The company will receive electricity from 130 megawatts of the solar project under a 25-year power purchase agreement, which First Solar called "the largest agreement in the industry to provide clean energy to a commercial end user." Project construction will begin later this year, and completion is scheduled for the end of 2016.
Apple CEO Tim Cook said the First Solar project will produce enough power for the company's headquarters, all of its retail stores in California and many other facilities. “We know that climate change is real,” he said at the Goldman Sachs technology conference in San Francisco on Tuesday. “Our view is that the time for talk has passed, and the time for action is now. We’ve shown that with what we’ve done.”
"Apple's commitment was instrumental in making this project possible and will significantly increase the supply of solar power in California," said Joe Kishkill, chief commercial officer for First Solar.
Apple is also making a big renewable energy splash involving its data centers, which use massive amounts of power. Earlier this month the company said a new data center in Arizona will be powered entirely by renewable energy, most of which will come from a new local solar farm. Apple said it will invest about $2 billion for the data center, which will produce 70 megawatts of clean energy, enough to power more than 14,500 Arizona homes.

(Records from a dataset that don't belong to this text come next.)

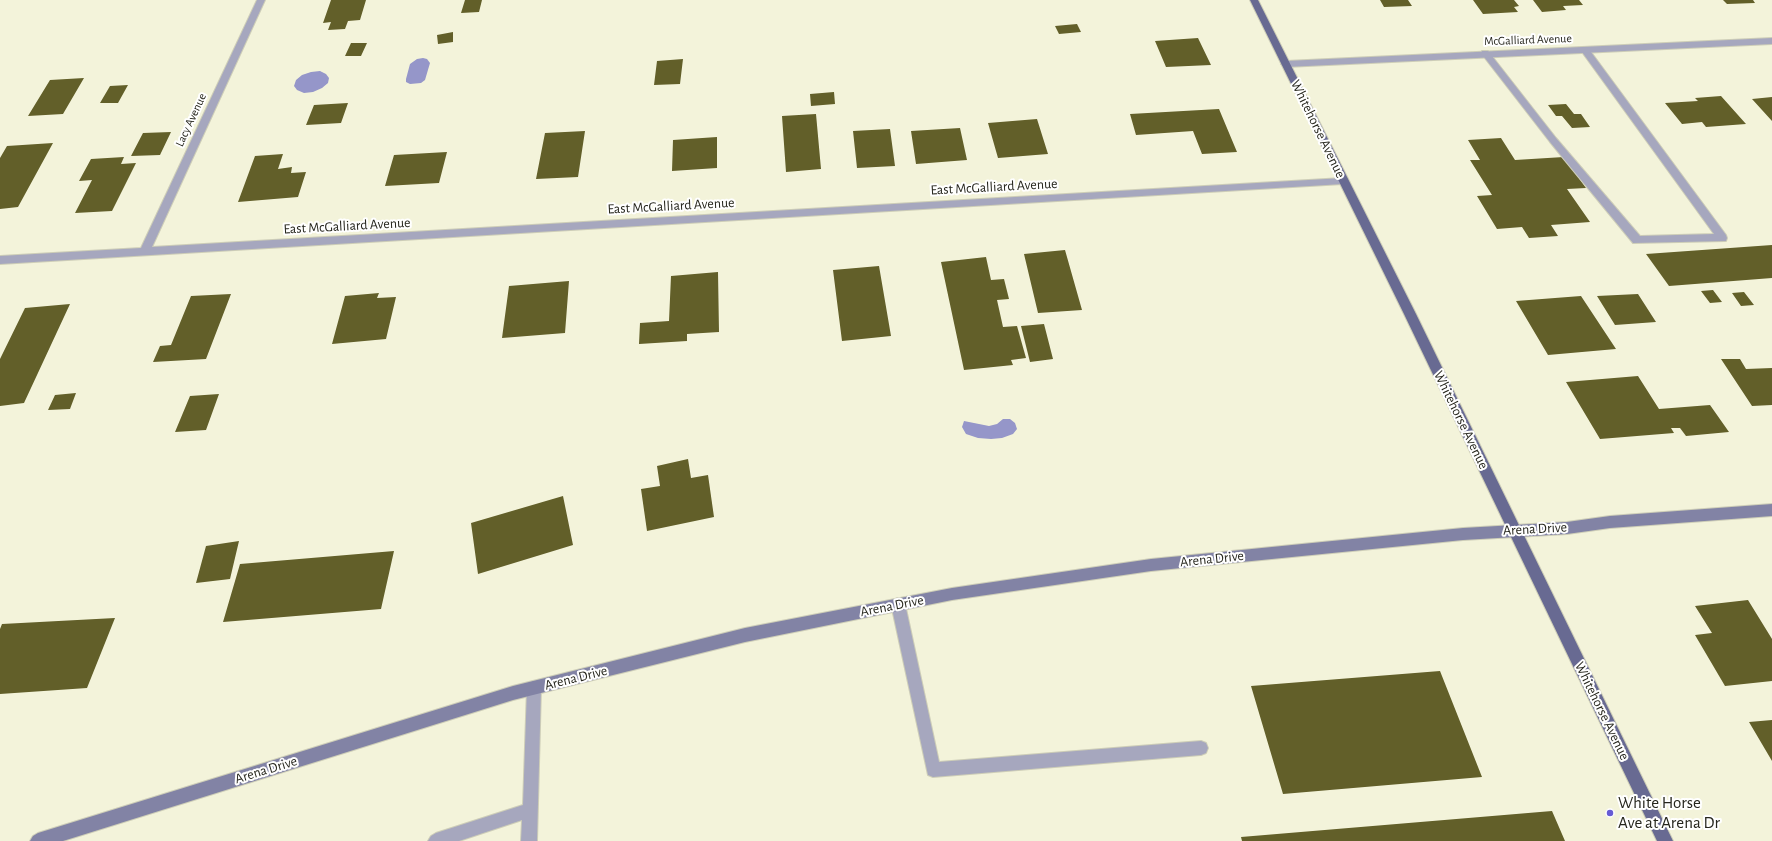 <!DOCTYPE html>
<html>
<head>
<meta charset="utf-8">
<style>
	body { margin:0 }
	canvas { display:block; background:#f3f3da }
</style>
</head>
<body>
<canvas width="1772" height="841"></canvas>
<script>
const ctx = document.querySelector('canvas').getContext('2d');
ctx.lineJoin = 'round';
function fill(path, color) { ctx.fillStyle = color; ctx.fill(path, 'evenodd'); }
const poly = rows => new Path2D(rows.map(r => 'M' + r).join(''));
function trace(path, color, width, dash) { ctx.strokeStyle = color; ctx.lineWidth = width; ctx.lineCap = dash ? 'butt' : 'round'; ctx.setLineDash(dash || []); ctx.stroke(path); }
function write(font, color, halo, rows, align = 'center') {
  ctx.font = font + ' "Alegreya Sans",sans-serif'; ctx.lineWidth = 4; ctx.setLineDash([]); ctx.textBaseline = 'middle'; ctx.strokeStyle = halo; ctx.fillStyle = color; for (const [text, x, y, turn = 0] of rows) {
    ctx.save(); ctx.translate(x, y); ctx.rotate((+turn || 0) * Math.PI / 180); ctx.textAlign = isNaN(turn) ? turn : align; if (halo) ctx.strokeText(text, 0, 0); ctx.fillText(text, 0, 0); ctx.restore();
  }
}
fill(poly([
	[423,58,427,59,430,63,425,80,421,83,410,84,406,82,406,79,410,64,417,59],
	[320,71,326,74,329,78,328,83,322,88,313,92,304,93,297,90,294,86,296,80,302,75,311,72],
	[1003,419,1010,419,1015,423,1017,429,1013,434,1002,438,991,439,978,438,966,434,962,427,964,421,989,426,997,424]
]), '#9596c9');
fill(poly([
	[331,0,366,0,360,20,348,21,345,29,328,30,331,22,323,23],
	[465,0,482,0,479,12,461,13],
	[1380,0,1408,0,1412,6,1384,7],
	[1473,0,1514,0,1519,6,1514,7,1518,12,1483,14],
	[1533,0,1579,0,1583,5,1563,6,1566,10,1542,12],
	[1723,0,1753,0,1755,3,1727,4],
	[1077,24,1081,32,1059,34,1055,26],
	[453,32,453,42,438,44,437,35],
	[1198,38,1211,65,1166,67,1155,41],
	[351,43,367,43,361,56,345,56],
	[683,59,680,84,654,85,657,61],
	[84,78,63,114,28,116,50,80],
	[128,85,118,103,100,103,110,86],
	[834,92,835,104,811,106,810,94],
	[1721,96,1746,124,1706,127,1702,122,1682,124,1665,103,1698,101,1695,98],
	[1772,97,1772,121,1752,99],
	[348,103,341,123,306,125,314,105],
	[1566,104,1574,114,1581,114,1590,127,1572,128,1562,116,1556,116,1548,105],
	[1219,109,1237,152,1202,154,1193,131,1136,135,1130,114],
	[816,114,821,169,786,172,782,116],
	[1037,119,1048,154,998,158,988,123],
	[960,128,967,160,916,164,911,131],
	[890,129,895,166,857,168,853,131],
	[585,131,578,177,536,179,545,133],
	[171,132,160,155,131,156,143,133],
	[717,137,717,168,672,171,673,140],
	[1501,138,1515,160,1564,157,1586,188,1567,189,1590,222,1551,225,1558,236,1529,238,1522,227,1497,229,1477,196,1492,195,1470,160,1480,160,1468,140],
	[53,143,18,207,0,209,0,158,7,146],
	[447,152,439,183,385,186,394,155],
	[283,154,278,169,292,167,291,173,306,172,298,197,238,202,255,156],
	[124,157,121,164,136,163,112,211,75,213,92,180,79,181,91,159],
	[1772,245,1772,278,1669,286,1646,254],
	[1065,250,1082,310,1038,313,1024,254],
	[986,257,991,280,1004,279,1009,299,997,300,1003,327,1017,326,1026,358,1011,360,1013,365,964,370,941,262],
	[879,266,891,336,842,341,833,270],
	[718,272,719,332,687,334,687,341,639,344,640,323,669,321,671,276],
	[569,281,565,333,502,338,509,286],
	[1713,290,1722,302,1710,303,1701,291],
	[1744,292,1754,305,1741,306,1732,293],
	[379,293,377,298,396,297,386,339,332,344,345,296],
	[231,294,206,359,153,362,160,346,171,345,191,296],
	[1638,294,1656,322,1615,325,1597,296],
	[1581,296,1616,349,1548,355,1516,301],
	[70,304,24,403,0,406,0,359,25,308],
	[1044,324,1053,359,1030,362,1021,326],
	[1721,359,1740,359,1746,369,1772,368,1772,405,1752,406],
	[1638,376,1659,409,1710,405,1729,432,1686,436,1680,428,1671,428,1674,433,1600,439,1566,382],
	[76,393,70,409,48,410,55,395],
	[219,394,206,430,175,432,190,396],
	[688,459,691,478,708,475,714,517,647,531,641,489,660,486,657,466],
	[563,496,573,545,478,574,471,523],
	[239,541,230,579,196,583,206,546],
	[394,551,381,609,223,622,240,564],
	[1748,600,1772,639,1772,681,1725,686,1695,635,1712,633,1695,606],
	[115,618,87,688,0,694,0,629,2,624],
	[1440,671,1482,777,1283,794,1251,686],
	[1772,720,1772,761,1749,722],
	[1552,811,1565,841,1242,841,1241,837]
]), '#625f29');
const lane = poly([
	[1585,47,1588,48,1726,235,1727,238,1726,241,1633,243,1550,142,1481,53,1482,51,1488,51,1556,138,1640,236,1714,234,1582,52,1581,50,1585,47],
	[898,598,903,600,905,604,939,762,1201,741,1206,743,1208,748,1206,753,1201,755,933,777,928,775,891,604,893,600,898,598],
	[534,681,539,683,541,688,537,841,521,841,522,820,459,841,428,841,431,836,436,833,523,805,527,688,529,683,534,681]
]);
const street = poly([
	[257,0,265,0,152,247,1343,178,1348,181,1343,184,0,264,0,256,141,248,257,0],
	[1772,38,1772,44,1286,67,1281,64,1286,61,1772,38]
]);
const secondary = poly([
	[1772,504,1772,516,1610,528,1567,534,1463,540,1151,571,952,600,745,642,513,700,63,841,30,841,33,836,38,833,513,686,745,628,952,588,1151,559,1463,528,1567,522,1610,516,1772,504]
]);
const primary = poly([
	[1250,0,1258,0,1416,314,1673,841,1657,841,1404,314,1250,0]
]);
trace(lane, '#ceceb8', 2);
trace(street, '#ceceb8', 2);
trace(secondary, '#ceceb8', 2);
trace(primary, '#ceceb8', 2);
fill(lane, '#a6a7be');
fill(street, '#a6a7be');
fill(secondary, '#8283a5');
fill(primary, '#686a92');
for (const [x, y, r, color] of [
	[1610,813,4,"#665bd4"]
]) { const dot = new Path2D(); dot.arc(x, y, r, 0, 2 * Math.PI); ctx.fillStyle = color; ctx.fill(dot); trace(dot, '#fff', 1.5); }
write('12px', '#26261d', '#fff', [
	["McGalliard Avenue",1528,40,-2],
	["Lacy Avenue",191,120,-65]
]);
write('14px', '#26261d', '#fff', [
	["Whitehorse Avenue",1318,129,64],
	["East McGalliard Avenue",994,187,-3],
	["East McGalliard Avenue",671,206,-3],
	["East McGalliard Avenue",347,226,-3],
	["Whitehorse Avenue",1461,420,64],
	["Arena Drive",1535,529,-3],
	["Arena Drive",1212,559,-6],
	["Arena Drive",892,606,-11],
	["Arena Drive",576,678,-14],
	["Whitehorse Avenue",1602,711,64],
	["Arena Drive",266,770,-17]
]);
write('17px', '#26261d', '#fff', [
	["White Horse",1618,803],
	["Ave at Arena Dr",1618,823]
], 'left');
</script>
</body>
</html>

The company will convert an existing manufacturing facility in Mesa into a “command center” for its global data center network. The Mesa site previously housed the failed Apple glass supplier GT Advanced Technologies (GTAT), which filed for bankruptcy in October. In a supplier agreement with Apple, GTAT was to supply "stab proof" sapphire glass for the iPhone 6, but when the facility failed to meet Apple's stringent quality standards, and efforts to renegotiate the agreement also failed, GTAT went under.
On the First Solar deal, Greenpeace senior IT sector analyst Gary Cook said: "It's one thing to talk about being 100 percent renewably powered, but it's quite another thing to make good on that commitment with the incredible speed and integrity that Apple has shown in the past two years. Apple still has work to do to reduce its environmental footprint, but other Fortune 500 CEOs would be well served to make a study of Tim Cook, whose actions show that he intends to take Apple full-speed ahead toward renewable energy with the urgency that our climate crisis demands."
Apple’s progress in meeting its commitment to 100 percent renewable energy helped the company earn positive scores in the most recent Greenpeace report analyzing major IT companies. Greenpeace said it will update its analysis of major internet companies’ use of renewable energy in April 2015.
Regarding the Arizona data center development, Greenpeace’s Cook said: "Arizona has some of the best solar potential in the world -- yet Arizona utilities and policymakers have been slow to tap the economic potential of solar, and some are still trying to slow the growth of solar."
Apple’s solar moves should serve as a template for other companies that want to use renewable energy, with the added plus of procuring and controlling energy on their own.
It’s a market-making transaction from a market leader.